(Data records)
──────────

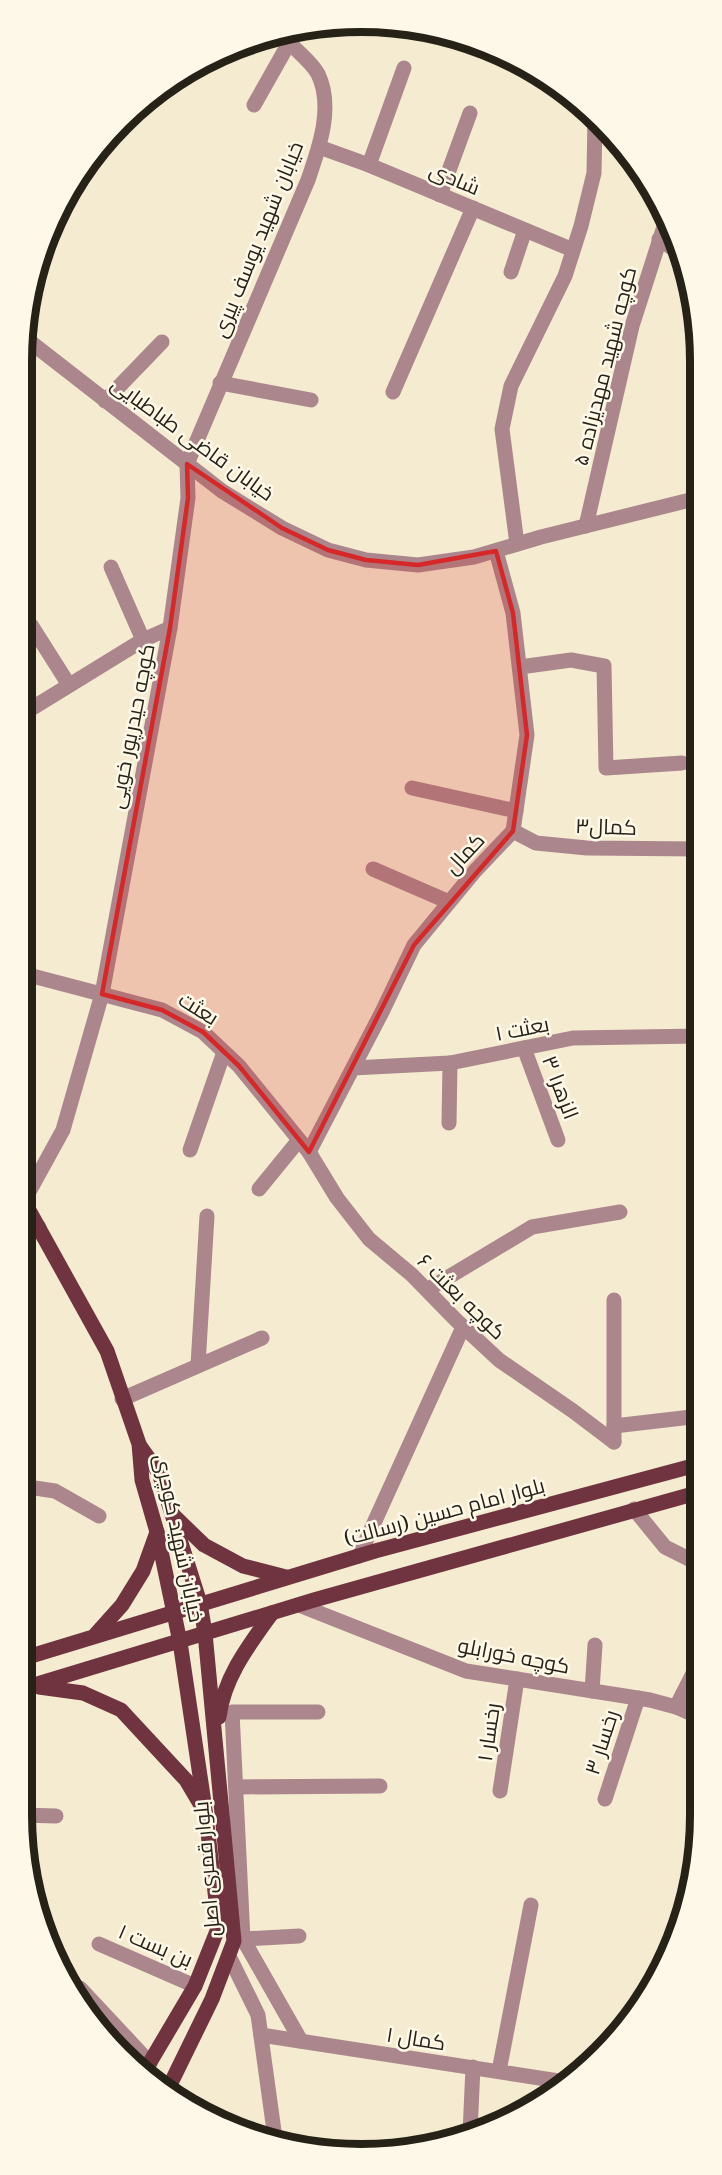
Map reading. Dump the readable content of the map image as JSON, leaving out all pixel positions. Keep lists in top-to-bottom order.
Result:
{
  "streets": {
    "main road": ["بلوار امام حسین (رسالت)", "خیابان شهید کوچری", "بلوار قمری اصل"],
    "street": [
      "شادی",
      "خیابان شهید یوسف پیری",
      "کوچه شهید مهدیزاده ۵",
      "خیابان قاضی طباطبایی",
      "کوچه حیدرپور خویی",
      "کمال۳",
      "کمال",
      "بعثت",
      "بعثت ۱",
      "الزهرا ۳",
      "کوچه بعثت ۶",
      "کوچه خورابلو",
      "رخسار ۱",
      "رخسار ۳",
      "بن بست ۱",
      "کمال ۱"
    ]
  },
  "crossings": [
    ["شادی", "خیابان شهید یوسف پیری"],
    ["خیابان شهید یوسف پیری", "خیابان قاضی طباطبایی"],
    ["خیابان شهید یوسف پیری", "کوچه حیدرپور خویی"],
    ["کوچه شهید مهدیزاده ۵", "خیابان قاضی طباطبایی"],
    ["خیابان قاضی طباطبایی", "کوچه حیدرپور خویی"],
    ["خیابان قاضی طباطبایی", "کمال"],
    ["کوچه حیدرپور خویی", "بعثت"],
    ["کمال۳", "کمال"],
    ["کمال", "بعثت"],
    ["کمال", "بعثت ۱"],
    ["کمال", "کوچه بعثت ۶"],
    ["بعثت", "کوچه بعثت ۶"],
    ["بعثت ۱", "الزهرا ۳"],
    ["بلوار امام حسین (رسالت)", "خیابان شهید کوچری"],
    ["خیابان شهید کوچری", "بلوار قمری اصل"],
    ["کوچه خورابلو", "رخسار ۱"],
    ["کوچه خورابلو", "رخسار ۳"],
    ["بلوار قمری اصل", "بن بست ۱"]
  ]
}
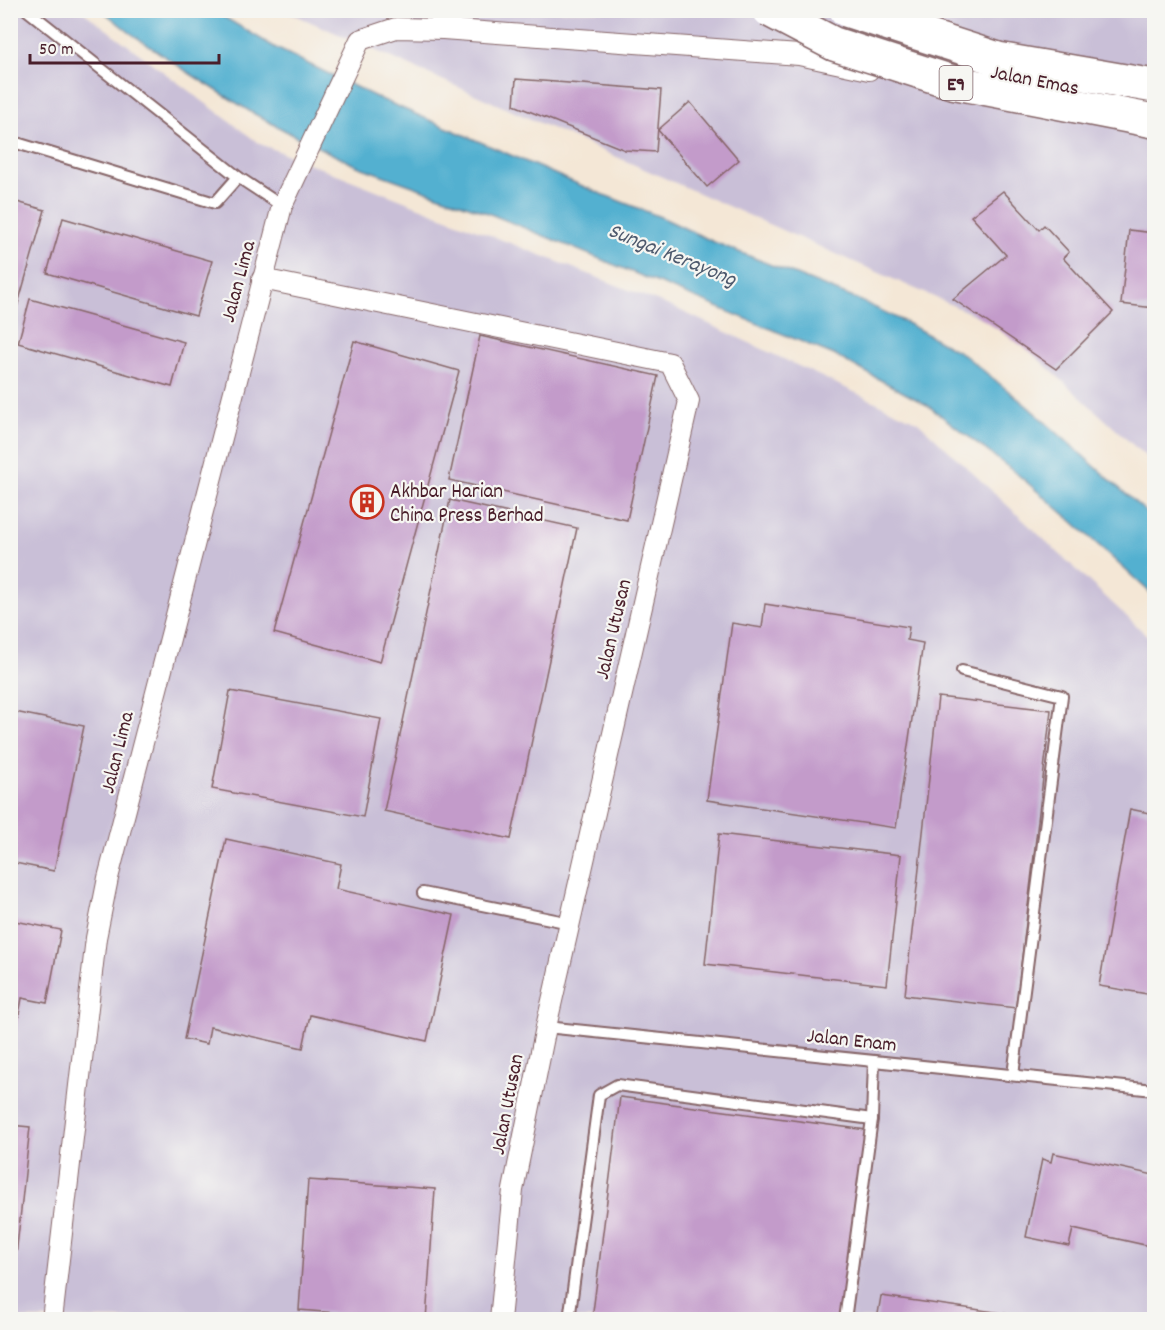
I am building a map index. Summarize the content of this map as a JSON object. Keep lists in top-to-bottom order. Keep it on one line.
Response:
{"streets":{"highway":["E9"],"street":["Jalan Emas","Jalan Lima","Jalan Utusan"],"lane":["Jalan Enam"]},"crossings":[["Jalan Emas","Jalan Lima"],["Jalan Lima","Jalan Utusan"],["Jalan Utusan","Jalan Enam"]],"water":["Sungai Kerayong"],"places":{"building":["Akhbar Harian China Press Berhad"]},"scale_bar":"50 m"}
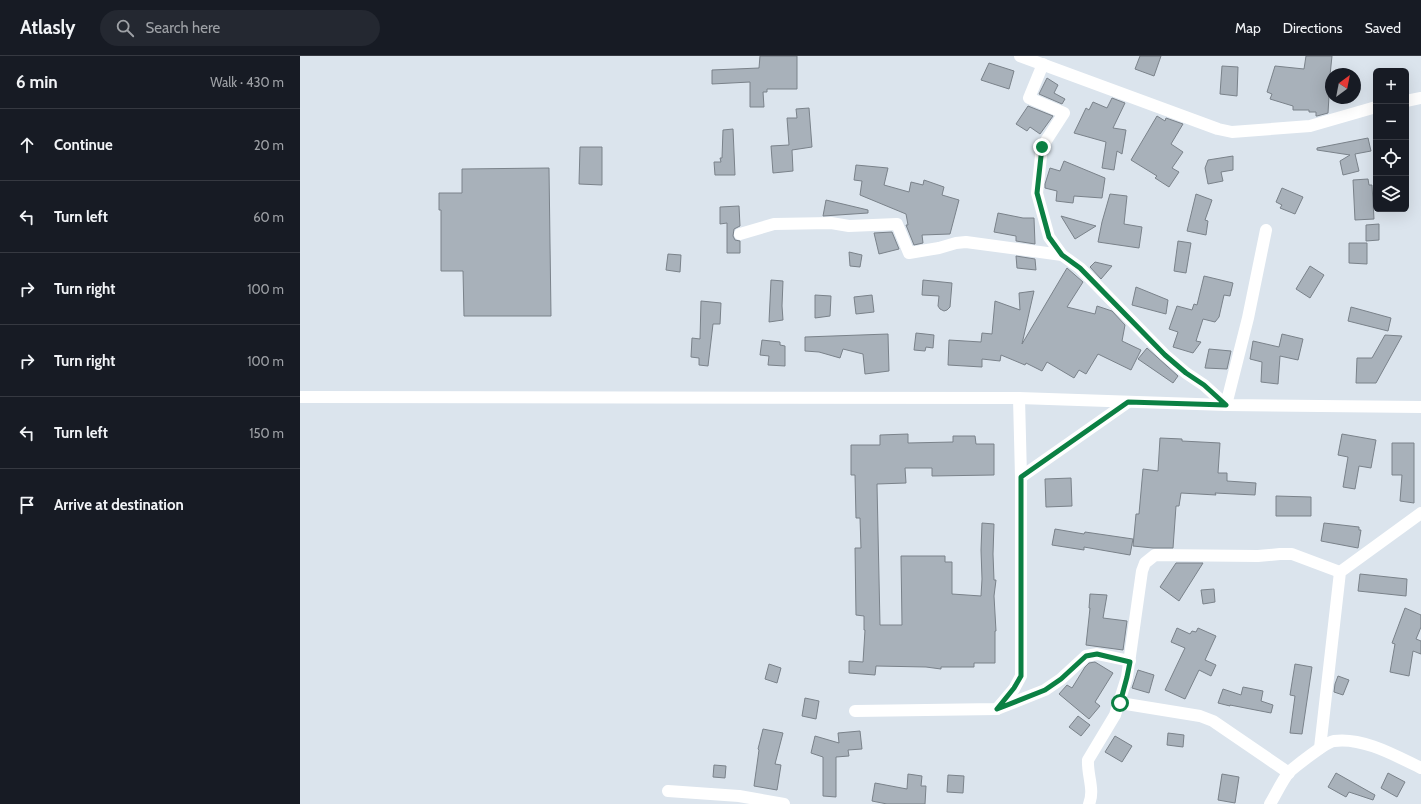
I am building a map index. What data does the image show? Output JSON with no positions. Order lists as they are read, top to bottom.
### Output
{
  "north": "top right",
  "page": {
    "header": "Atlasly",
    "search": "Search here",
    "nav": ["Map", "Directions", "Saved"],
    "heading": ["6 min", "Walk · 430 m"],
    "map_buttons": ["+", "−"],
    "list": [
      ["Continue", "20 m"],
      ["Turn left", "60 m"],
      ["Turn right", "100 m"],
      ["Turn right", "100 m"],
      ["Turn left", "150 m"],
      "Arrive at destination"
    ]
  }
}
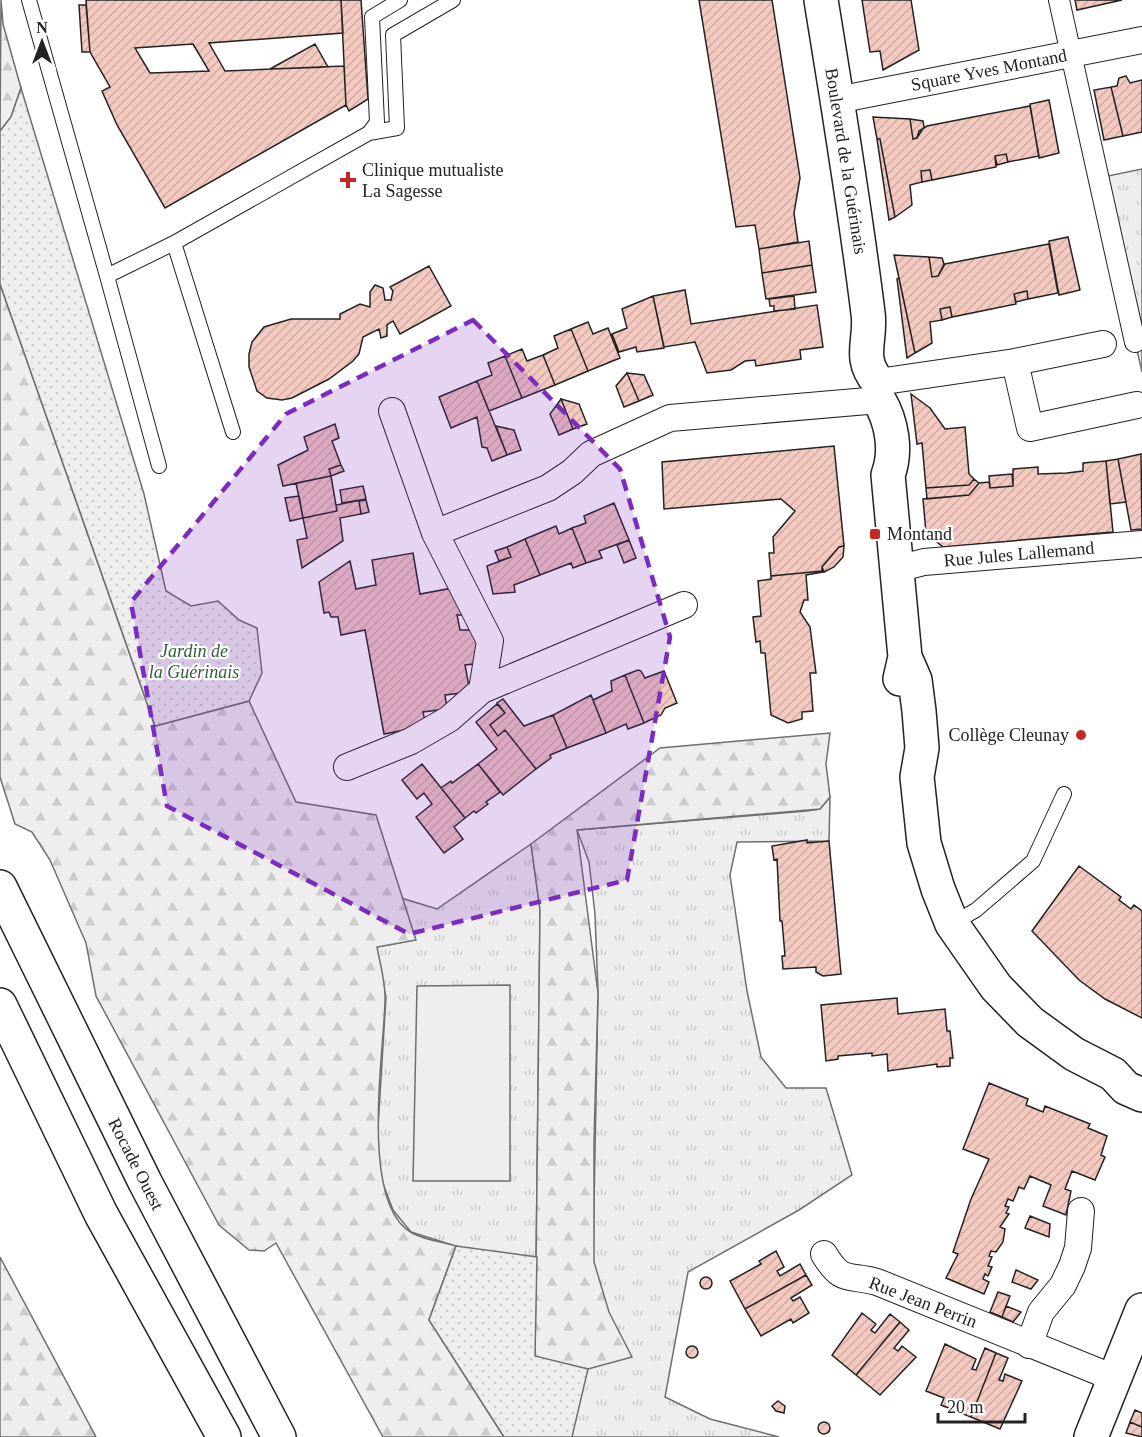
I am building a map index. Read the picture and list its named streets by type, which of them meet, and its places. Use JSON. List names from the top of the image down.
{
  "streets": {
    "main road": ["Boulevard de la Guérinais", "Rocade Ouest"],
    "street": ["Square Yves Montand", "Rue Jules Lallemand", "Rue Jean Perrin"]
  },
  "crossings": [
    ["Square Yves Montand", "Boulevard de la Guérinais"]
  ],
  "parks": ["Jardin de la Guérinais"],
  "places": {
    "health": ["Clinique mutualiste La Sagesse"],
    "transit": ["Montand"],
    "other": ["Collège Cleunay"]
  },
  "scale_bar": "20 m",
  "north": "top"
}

──────────

__EXERCISE INSTRUCTIONS__:
What the response needs is every entry, repeated exactly, and none of the pictures.

__ANSWER TO THE PROBLEM__:
Map reading. Dump the readable content of the map image as JSON, leaving out all pixel positions. Keep lists in top-to-bottom order.
Result:
{
  "streets": {
    "main road": ["بلوار امام حسین (رسالت)", "خیابان شهید کوچری", "بلوار قمری اصل"],
    "street": [
      "شادی",
      "خیابان شهید یوسف پیری",
      "کوچه شهید مهدیزاده ۵",
      "خیابان قاضی طباطبایی",
      "کوچه حیدرپور خویی",
      "کمال۳",
      "کمال",
      "بعثت",
      "بعثت ۱",
      "الزهرا ۳",
      "کوچه بعثت ۶",
      "کوچه خورابلو",
      "رخسار ۱",
      "رخسار ۳",
      "بن بست ۱",
      "کمال ۱"
    ]
  },
  "crossings": [
    ["شادی", "خیابان شهید یوسف پیری"],
    ["خیابان شهید یوسف پیری", "خیابان قاضی طباطبایی"],
    ["خیابان شهید یوسف پیری", "کوچه حیدرپور خویی"],
    ["کوچه شهید مهدیزاده ۵", "خیابان قاضی طباطبایی"],
    ["خیابان قاضی طباطبایی", "کوچه حیدرپور خویی"],
    ["خیابان قاضی طباطبایی", "کمال"],
    ["کوچه حیدرپور خویی", "بعثت"],
    ["کمال۳", "کمال"],
    ["کمال", "بعثت"],
    ["کمال", "بعثت ۱"],
    ["کمال", "کوچه بعثت ۶"],
    ["بعثت", "کوچه بعثت ۶"],
    ["بعثت ۱", "الزهرا ۳"],
    ["بلوار امام حسین (رسالت)", "خیابان شهید کوچری"],
    ["خیابان شهید کوچری", "بلوار قمری اصل"],
    ["کوچه خورابلو", "رخسار ۱"],
    ["کوچه خورابلو", "رخسار ۳"],
    ["بلوار قمری اصل", "بن بست ۱"]
  ]
}
I am building a map index. Summarize the content of this map as a JSON object. Keep lists in top-to-bottom order. Keep it on one line.
Response:
{"streets":{"highway":["E9"],"street":["Jalan Emas","Jalan Lima","Jalan Utusan"],"lane":["Jalan Enam"]},"crossings":[["Jalan Emas","Jalan Lima"],["Jalan Lima","Jalan Utusan"],["Jalan Utusan","Jalan Enam"]],"water":["Sungai Kerayong"],"places":{"building":["Akhbar Harian China Press Berhad"]},"scale_bar":"50 m"}
I am building a map index. What data does the image show? Output JSON with no positions. Order lists as they are read, top to bottom.
### Output
{
  "north": "top right",
  "page": {
    "header": "Atlasly",
    "search": "Search here",
    "nav": ["Map", "Directions", "Saved"],
    "heading": ["6 min", "Walk · 430 m"],
    "map_buttons": ["+", "−"],
    "list": [
      ["Continue", "20 m"],
      ["Turn left", "60 m"],
      ["Turn right", "100 m"],
      ["Turn right", "100 m"],
      ["Turn left", "150 m"],
      "Arrive at destination"
    ]
  }
}
I am building a map index. Read the picture and list its named streets by type, which of them meet, and its places. Use JSON. List names from the top of the image down.
{
  "streets": {
    "main road": ["Boulevard de la Guérinais", "Rocade Ouest"],
    "street": ["Square Yves Montand", "Rue Jules Lallemand", "Rue Jean Perrin"]
  },
  "crossings": [
    ["Square Yves Montand", "Boulevard de la Guérinais"]
  ],
  "parks": ["Jardin de la Guérinais"],
  "places": {
    "health": ["Clinique mutualiste La Sagesse"],
    "transit": ["Montand"],
    "other": ["Collège Cleunay"]
  },
  "scale_bar": "20 m",
  "north": "top"
}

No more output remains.